You’re wondering why I’m here, why I’ve started this blog. I can relate. I’m wondering the same thing.
You see, I have this reoccurring nightmare:
I look over at my alarm clock, 4:17. Daylight approaches. The sound of rain beating the earth outside my window, thunder rumbles. I sit at my desk. My room dark except for the light from my computer screen. The rotating fan bathes me in cool air. It feels nice on my exposed balls. The Miley Cyrus sex tape is buffering, it’s at 83 percent. I wait expectantly.
Lightning strikes close to the house. My room shakes. Pedro, my pet cat, leaps onto my keyboard and manages to hit the backspace key forcing my browser to go back a page. “Bastard, cat!” I push him. He doesn’t budge. “I had been waiting fifteen fucking minutes for that to load!” I toss a steak across the room. Pedro chases after it. It’s rough having a pet tiger.
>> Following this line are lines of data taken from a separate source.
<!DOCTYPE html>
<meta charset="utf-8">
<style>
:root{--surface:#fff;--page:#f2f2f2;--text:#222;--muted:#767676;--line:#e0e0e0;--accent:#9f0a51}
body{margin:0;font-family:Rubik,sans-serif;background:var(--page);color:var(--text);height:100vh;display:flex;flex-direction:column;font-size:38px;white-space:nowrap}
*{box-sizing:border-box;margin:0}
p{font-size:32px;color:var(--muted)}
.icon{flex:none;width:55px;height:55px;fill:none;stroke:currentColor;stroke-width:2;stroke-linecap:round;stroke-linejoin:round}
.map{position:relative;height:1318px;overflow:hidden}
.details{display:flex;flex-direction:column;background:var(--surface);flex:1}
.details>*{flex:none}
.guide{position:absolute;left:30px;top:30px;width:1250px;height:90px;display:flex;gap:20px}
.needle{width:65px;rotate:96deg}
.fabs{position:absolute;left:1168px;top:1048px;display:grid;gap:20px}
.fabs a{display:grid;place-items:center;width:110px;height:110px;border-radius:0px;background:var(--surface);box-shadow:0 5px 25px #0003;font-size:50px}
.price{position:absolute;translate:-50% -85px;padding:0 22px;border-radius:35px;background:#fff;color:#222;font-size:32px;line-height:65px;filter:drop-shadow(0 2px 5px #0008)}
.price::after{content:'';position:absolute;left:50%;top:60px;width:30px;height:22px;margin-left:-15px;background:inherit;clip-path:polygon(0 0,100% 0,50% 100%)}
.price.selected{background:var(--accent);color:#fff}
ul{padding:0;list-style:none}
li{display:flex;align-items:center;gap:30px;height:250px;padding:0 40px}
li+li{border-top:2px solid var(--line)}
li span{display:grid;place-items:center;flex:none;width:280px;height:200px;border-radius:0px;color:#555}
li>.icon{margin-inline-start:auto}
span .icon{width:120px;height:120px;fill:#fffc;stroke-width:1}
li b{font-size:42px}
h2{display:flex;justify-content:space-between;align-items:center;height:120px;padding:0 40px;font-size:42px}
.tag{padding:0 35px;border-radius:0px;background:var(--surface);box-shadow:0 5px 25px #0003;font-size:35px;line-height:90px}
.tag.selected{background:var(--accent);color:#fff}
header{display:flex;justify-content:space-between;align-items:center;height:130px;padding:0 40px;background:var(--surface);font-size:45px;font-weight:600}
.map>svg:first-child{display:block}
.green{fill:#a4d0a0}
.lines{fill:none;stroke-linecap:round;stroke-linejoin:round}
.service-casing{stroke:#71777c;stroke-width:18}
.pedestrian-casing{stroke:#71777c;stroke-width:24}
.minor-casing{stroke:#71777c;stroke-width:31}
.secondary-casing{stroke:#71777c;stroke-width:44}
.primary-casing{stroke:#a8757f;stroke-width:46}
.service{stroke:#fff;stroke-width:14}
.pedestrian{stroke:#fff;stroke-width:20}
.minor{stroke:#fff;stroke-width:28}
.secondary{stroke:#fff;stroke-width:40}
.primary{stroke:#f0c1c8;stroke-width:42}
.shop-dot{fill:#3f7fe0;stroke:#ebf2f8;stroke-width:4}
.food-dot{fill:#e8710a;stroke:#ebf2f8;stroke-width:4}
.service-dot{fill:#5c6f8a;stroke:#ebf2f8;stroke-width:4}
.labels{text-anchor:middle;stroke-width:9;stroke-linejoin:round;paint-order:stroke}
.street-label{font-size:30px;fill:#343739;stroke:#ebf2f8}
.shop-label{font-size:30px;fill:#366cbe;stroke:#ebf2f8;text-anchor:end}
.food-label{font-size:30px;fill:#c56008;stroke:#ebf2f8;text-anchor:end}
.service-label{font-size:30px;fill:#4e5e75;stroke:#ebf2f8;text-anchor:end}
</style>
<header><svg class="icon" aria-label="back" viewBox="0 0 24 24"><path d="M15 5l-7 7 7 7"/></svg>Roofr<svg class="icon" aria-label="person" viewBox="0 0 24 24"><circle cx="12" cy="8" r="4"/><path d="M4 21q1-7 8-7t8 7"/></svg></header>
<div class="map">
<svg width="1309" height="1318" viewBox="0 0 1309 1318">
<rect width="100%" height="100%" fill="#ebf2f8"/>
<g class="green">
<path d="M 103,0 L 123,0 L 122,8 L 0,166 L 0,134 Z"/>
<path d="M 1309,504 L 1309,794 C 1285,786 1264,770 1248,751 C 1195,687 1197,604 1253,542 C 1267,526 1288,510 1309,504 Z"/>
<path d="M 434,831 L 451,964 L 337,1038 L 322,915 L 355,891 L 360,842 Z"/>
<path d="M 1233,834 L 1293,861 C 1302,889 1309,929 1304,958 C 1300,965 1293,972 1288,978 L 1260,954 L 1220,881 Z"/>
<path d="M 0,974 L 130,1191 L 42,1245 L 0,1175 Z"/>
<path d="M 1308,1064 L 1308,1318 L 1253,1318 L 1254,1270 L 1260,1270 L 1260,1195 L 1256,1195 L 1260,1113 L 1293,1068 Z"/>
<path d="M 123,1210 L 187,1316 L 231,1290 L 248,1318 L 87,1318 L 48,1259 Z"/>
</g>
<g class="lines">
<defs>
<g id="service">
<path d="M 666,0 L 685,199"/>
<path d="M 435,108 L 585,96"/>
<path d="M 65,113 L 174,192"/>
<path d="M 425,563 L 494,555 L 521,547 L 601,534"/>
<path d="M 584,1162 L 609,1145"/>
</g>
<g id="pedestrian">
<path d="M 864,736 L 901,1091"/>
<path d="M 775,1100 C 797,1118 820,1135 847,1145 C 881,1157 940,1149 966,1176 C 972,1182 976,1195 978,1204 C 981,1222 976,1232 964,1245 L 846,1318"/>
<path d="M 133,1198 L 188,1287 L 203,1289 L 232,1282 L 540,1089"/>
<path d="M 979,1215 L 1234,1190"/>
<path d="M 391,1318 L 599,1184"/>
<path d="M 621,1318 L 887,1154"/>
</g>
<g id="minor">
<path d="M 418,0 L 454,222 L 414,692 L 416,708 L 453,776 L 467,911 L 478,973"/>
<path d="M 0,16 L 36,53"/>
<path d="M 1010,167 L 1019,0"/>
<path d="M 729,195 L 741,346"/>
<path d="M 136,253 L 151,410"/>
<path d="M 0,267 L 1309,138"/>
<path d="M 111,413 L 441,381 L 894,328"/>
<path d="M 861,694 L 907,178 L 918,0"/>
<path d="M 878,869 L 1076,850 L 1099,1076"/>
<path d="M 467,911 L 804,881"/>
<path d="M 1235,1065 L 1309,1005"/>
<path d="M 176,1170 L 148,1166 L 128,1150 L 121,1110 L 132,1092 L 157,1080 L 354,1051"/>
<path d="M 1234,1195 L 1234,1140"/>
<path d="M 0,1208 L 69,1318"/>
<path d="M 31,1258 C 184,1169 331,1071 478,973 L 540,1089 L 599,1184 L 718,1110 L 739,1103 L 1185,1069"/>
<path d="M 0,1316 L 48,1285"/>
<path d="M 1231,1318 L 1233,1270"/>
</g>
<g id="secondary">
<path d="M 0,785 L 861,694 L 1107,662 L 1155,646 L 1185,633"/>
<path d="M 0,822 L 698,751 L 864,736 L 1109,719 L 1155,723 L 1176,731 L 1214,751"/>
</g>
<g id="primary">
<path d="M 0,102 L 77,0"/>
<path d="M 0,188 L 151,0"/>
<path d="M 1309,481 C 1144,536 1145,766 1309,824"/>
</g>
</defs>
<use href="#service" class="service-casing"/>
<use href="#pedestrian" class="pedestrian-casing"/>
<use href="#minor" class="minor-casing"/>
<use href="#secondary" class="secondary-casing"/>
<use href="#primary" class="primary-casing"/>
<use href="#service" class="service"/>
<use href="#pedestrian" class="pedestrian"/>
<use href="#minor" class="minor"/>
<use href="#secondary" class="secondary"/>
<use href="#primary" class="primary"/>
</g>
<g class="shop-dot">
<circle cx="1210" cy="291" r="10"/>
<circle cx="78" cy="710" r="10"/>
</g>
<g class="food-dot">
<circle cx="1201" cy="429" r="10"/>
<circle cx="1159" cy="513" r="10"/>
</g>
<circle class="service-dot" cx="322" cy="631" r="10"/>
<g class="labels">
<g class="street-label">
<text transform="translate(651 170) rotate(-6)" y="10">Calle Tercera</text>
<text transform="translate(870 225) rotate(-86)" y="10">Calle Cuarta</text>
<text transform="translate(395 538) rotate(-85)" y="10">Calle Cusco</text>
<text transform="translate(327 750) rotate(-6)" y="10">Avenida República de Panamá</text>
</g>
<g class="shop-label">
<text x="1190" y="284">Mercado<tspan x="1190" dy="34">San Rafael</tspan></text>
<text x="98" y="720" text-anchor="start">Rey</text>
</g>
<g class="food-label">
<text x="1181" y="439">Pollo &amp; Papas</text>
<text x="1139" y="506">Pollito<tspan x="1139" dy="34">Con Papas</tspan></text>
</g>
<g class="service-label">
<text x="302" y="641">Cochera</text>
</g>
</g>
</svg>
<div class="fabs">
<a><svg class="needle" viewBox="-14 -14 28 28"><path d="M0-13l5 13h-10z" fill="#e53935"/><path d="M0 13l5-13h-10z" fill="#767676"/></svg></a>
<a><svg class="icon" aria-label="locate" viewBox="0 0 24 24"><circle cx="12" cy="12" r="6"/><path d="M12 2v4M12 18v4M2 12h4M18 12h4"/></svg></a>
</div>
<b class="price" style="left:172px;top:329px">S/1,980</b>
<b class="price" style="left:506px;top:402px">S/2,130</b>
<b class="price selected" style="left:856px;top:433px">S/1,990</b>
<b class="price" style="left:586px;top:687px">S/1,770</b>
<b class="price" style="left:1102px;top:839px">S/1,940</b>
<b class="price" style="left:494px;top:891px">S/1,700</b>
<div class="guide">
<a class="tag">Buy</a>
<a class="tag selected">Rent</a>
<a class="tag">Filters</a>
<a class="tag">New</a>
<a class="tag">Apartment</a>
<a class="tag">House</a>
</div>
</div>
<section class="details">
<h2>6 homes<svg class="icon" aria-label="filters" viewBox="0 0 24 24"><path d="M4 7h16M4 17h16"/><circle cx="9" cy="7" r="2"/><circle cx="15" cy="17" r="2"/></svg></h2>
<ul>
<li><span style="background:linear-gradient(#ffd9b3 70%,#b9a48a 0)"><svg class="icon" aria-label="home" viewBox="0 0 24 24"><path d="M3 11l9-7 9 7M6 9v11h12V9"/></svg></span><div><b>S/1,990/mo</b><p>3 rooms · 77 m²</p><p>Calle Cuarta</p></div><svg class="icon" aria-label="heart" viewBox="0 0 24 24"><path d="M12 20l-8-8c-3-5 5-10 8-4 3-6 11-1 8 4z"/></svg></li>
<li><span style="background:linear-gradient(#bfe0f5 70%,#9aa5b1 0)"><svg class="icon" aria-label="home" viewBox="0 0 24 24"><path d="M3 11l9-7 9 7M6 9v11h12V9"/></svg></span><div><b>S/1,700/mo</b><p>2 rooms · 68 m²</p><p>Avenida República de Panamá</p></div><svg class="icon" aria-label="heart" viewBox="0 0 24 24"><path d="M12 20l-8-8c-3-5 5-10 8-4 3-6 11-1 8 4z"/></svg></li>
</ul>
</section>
It’s best not to waste any more time waiting for the video to load. I forgo the dry rub. Maybe I’ll do some work in one of my computer science classes. Maybe I’ll do some programming exercises. Head over to Project Euler? No. Maybe I should do some research and finally start that blog.
Link after link, minutes pass and then hours. I can’t find anything that sparks my creative genius. No porn either. “This is all bullshit.” I mutter. I decide to head over to a couple of my favorite blogs, Cal Newport’s and Scott Young’s. I search through the archives. I find their first posts. Nothing elaborate, kind of boring. Humble beginnings.
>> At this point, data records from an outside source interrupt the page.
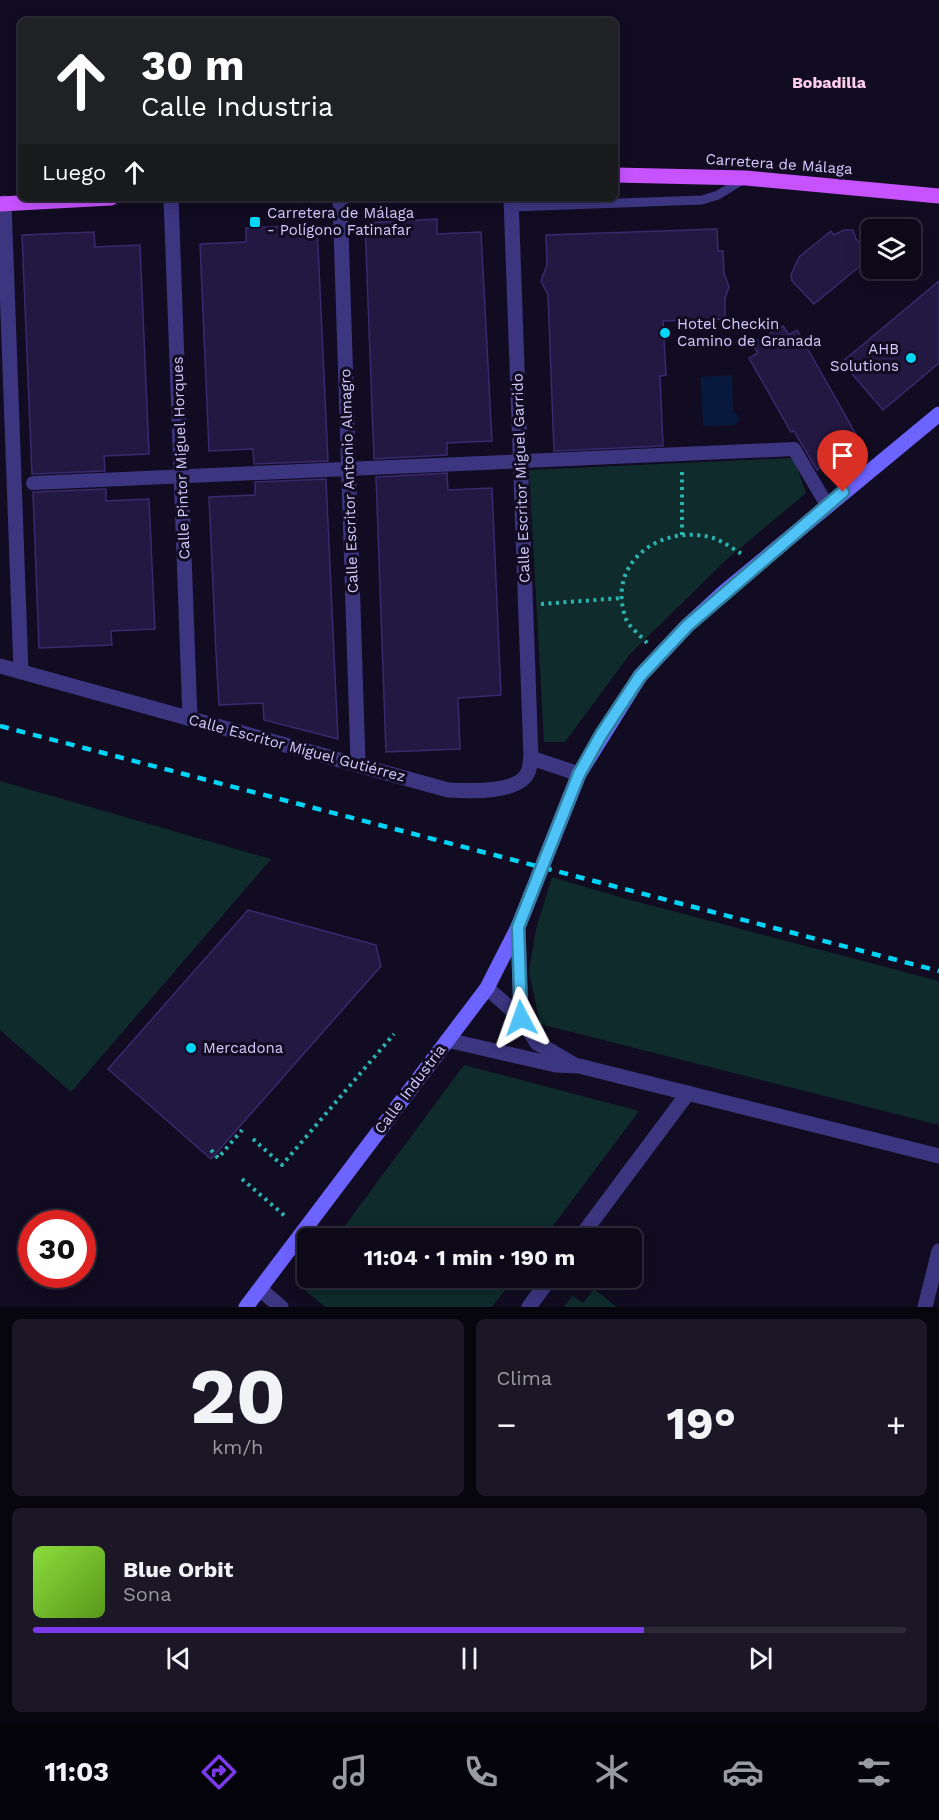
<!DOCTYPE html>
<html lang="es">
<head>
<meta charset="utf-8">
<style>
  :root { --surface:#0d0919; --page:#1b1726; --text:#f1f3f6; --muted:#9a9aa2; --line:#2d2a38; --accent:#7c3aed }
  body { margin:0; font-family:"Work Sans",sans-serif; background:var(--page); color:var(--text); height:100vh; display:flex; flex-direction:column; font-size:22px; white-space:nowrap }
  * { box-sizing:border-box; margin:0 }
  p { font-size:20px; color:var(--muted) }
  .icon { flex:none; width:33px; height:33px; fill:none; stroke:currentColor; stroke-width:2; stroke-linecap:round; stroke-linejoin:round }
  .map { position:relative; height:1307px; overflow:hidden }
  .drawer { display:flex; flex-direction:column; gap:12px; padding:12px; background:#07050e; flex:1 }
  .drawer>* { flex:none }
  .hud { position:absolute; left:18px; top:18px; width:600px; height:183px; border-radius:9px; box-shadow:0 3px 15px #0003,0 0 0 2px var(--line); background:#202124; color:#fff; overflow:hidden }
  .controls { position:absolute; left:861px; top:219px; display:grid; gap:12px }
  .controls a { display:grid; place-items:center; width:60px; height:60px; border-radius:9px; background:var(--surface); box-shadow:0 3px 15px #0003,0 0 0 2px var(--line); font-size:30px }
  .speed { position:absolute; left:18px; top:1210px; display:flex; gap:12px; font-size:30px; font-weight:700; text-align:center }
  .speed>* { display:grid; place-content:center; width:78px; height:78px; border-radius:50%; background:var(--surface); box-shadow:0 3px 15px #0003,0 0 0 2px var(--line); line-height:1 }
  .speed .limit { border:9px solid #d22; background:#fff; color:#111 }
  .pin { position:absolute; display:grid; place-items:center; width:51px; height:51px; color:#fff; margin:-62px -26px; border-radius:50% 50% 50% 0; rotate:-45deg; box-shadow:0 0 6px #0007 }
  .pin .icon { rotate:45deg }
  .me { position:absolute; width:66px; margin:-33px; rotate:356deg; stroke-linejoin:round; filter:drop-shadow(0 0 4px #0008) }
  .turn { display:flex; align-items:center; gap:21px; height:126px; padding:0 24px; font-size:27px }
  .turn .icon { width:78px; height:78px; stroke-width:2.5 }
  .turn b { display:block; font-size:42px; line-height:51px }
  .then { display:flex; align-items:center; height:57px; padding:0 24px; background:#0003; gap:12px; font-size:22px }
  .big { font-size:45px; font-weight:700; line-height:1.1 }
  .drawer .tile { flex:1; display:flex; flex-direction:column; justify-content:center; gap:9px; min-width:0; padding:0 21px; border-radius:9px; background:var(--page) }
  .drawer .dial { align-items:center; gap:0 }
  .dial b { font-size:78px; line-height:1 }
  .song { display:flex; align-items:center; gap:18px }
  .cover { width:72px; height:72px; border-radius:9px; background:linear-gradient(135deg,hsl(90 70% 55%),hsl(90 70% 35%)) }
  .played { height:6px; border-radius:3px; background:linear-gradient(90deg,var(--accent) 70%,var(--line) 70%) }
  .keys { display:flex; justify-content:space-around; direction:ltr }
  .heat { display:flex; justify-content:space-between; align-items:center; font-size:33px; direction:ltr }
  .drawer .tiles { flex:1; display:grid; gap:12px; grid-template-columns:1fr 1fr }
  .tile:last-child { grid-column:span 2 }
  .trip { position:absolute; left:297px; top:1228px; width:345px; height:60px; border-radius:9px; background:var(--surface); box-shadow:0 3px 15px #0003,0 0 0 2px var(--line); font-weight:700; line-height:60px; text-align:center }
  .tab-bar { display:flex; height:96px; justify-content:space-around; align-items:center; background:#05040a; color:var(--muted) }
  .tab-bar .icon { width:42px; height:42px }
  .tab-bar .current { color:var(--accent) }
  .tab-bar b { font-size:27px; color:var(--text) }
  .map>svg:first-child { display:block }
</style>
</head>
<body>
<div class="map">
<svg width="939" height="1307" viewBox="0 0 939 1307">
  <rect width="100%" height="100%" fill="#110c21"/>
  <g fill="#0f2b2b">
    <path d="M794 458 806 493 726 560 630 654 565 742H544L529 470Z"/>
    <path d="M0 781 271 859 71 1092 0 1030Z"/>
    <path d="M552 877 623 898 939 981V1125L540 1024 529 971 536 929Z"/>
    <path d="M464 1065 639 1111 543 1239H335Z"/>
    <path d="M307 1275 308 1278H514L492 1307H325L300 1286Z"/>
    <path d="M594 1289 617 1307H564L572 1296 583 1303Z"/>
  </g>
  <path fill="#08193e" d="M732 375 733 412 738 415 739 421 734 425 703 426 701 377Z"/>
  <g fill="#221842" stroke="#3a296f" stroke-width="1.5">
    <path d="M437 219V234L481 232 492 441 447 443V455L374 459 365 223Z"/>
    <path d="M317 225 328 461 254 464 253 449 209 451 200 244 246 242V228Z"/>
    <path d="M717 229 718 251H723L724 273 729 287 725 298V319L663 321 666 375 660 376 663 446 554 451 548 295 541 281 547 265 546 235Z"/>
    <path d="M844 230H853L856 239 871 257 814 304 792 281 791 275 799 257 831 231 834 235Z"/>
    <path d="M94 232 95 247 140 245 149 454 104 456 105 471 32 474 22 235Z"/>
    <path d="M939 281V363L883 410 842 362Z"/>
    <path d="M783 326 789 335 797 330 857 436 817 470 794 431 791 432 749 358 758 353 752 344Z"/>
    <path d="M447 473 448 490 492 488 501 695 458 698 460 749 386 752 376 477Z"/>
    <path d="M326 479 335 676 338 739 264 720 263 703 219 705 216 653 209 497 255 495V482Z"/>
    <path d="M106 489V501L149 499 155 629 111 631 112 645 39 648 33 492Z"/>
    <path d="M248 910 376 945 381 966 211 1159 108 1069Z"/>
  </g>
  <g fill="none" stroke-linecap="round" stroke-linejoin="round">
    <g stroke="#2ab5b2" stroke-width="4" stroke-dasharray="3 4.5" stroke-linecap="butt">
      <path d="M682 535V472"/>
      <path d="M541 604 622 598"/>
      <path d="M647 643C641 636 629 627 626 619 605 562 662 523 713 538 723 541 733 549 742 554"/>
      <path d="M253 1139 282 1165 394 1034"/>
      <path d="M211 1150 218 1158 242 1130"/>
      <path d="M242 1179 285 1216"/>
    </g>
    <path stroke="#3c3681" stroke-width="9" d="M512 207 702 200 718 195 744 179"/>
    <path stroke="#3c3681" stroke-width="14" d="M33 483 794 449 827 505"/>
    <g stroke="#3c3681" stroke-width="15">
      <path d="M171 198 190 719"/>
      <path d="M340 198 358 763"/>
      <path d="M511 198 531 758"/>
      <path d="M4 203 21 671"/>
      <path d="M0 666 448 790C468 791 519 794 528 772 530 768 530 762 531 758L579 774"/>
      <path d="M518 927 521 1018"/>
      <path d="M487 988 521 1018 537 1043 573 1064"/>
      <path d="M447 1040 556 1065 579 1066 939 1156"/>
      <path d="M579 1239 688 1093"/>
      <path d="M529 1307 550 1278"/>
      <path d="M925 1307 939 1251"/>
    </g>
    <path stroke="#3c3681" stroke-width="15" d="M261 1290 281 1307"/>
    <path stroke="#6d63ff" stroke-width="15" d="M246 1307 487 988 518 927 579 774 640 676 687 626 724 592 939 414"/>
    <g stroke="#c653ff" stroke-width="15">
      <path d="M615 175 746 178 939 196"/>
      <path d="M0 204 111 198"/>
    </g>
    <path stroke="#00d4f7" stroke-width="4.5" stroke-dasharray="9 8" stroke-linecap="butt" d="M0 726 939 971"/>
  </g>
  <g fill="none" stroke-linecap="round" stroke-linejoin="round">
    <defs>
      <path id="route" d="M521 1018 518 927 579 774 601 735 640 676 687 626 843 492"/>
    </defs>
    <use href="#route" stroke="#337fa1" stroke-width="15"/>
    <use href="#route" stroke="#4fc3f7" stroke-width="10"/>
  </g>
  <g fill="#00d4f7" stroke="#110c21" stroke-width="2">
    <rect x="249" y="216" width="12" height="12" rx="3"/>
    <circle cx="665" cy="333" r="6"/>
    <circle cx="911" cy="358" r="6"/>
    <circle cx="191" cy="1048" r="6"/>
  </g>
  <g text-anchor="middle" stroke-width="6" stroke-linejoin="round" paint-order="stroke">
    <g font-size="15" fill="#d4ccff" stroke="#110c21">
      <text transform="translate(779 164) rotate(4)" y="5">Carretera de Málaga</text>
      <text transform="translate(181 458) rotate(-92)" y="5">Calle Pintor Miguel Horques</text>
      <text transform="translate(521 478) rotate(-92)" y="5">Calle Escritor Miguel Garrido</text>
      <text transform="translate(349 481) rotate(-92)" y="5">Calle Escritor Antonio Almagro</text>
      <text transform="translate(297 748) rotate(15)" y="5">Calle Escritor Miguel Gutiérrez</text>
      <text transform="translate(410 1089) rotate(-53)" y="5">Calle Industria</text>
    </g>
    <g font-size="15" fill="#d4ccff" stroke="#110c21" text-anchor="start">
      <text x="267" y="218">Carretera de Málaga<tspan x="267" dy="17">- Polígono Fatinafar</tspan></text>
      <text x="677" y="329">Hotel Checkin<tspan x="677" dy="17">Camino de Granada</tspan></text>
      <text x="899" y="354" text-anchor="end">AHB<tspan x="899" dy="17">Solutions</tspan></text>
      <text x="203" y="1053">Mercadona</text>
    </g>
    <g font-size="16" font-weight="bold" fill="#ffceeb" stroke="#110c21">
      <text x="829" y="88">Bobadilla</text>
    </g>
  </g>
</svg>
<div class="controls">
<a><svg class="icon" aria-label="layers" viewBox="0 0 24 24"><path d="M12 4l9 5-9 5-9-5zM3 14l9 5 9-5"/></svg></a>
</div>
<div class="speed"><div class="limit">30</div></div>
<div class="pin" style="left:843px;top:492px;background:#d93025"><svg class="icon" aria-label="arrive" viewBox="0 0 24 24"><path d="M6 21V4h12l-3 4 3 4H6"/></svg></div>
<svg class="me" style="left:521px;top:1018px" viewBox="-20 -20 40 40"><path d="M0-17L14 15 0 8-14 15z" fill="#4fc3f7" stroke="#fff" stroke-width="4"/></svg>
<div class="trip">11:04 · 1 min · 190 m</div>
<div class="hud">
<div class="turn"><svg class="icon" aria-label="ahead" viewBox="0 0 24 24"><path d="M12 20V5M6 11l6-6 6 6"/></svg><div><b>30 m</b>Calle Industria</div></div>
<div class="then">Luego<svg class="icon" aria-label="ahead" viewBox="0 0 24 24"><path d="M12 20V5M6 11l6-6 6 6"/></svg></div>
</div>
</div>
<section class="drawer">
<div class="tiles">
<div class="tile dial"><b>20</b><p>km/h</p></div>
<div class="tile"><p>Clima</p>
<div class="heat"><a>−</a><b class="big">19°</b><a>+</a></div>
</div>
<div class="tile">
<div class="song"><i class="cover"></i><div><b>Blue Orbit</b><p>Sona</p></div></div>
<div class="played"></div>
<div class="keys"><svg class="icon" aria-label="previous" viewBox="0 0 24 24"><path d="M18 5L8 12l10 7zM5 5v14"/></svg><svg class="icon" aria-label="pause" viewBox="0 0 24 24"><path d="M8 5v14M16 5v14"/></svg><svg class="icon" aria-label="next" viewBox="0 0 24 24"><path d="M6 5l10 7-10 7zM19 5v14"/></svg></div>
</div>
</div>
</section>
<nav class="tab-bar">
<b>11:03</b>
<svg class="icon current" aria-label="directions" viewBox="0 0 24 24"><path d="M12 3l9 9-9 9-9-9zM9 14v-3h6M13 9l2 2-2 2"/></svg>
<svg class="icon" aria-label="music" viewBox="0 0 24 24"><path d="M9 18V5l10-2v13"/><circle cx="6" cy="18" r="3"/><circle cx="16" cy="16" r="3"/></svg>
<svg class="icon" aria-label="phone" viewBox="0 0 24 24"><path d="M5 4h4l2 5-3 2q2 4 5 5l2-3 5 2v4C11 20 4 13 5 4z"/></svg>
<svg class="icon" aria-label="climate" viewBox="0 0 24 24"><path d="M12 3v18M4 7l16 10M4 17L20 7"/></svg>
<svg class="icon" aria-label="car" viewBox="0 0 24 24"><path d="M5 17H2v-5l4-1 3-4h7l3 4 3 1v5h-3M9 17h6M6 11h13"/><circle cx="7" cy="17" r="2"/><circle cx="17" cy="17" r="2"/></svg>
<svg class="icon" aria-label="filters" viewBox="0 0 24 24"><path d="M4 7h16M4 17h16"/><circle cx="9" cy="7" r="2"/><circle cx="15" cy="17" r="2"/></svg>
</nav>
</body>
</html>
I look through some more of their posts, I realize a trend. I rush back to google. I do a search. My results return nothing but: ‘how to start a blog’ links. Another search. Again I’m overwhelmed with ‘how to make money online’, ‘how to make money blogging’.
My hands tremble.
One last search. I hit enter.
Light floods the room. The crackling of thunder follows. I scream out in horror. The search results: ‘how to write a blog post’, ‘100 blog post ideas’, ’10 rules for a successful blog’, ‘God blogs in his underwear’. Despair.
A tear streams down my cheek. Pedro growls. I snap him a glance. His mouth opens, enormous fangs reveal themselves. Then, with a British accent he says, “You should blog about cats.”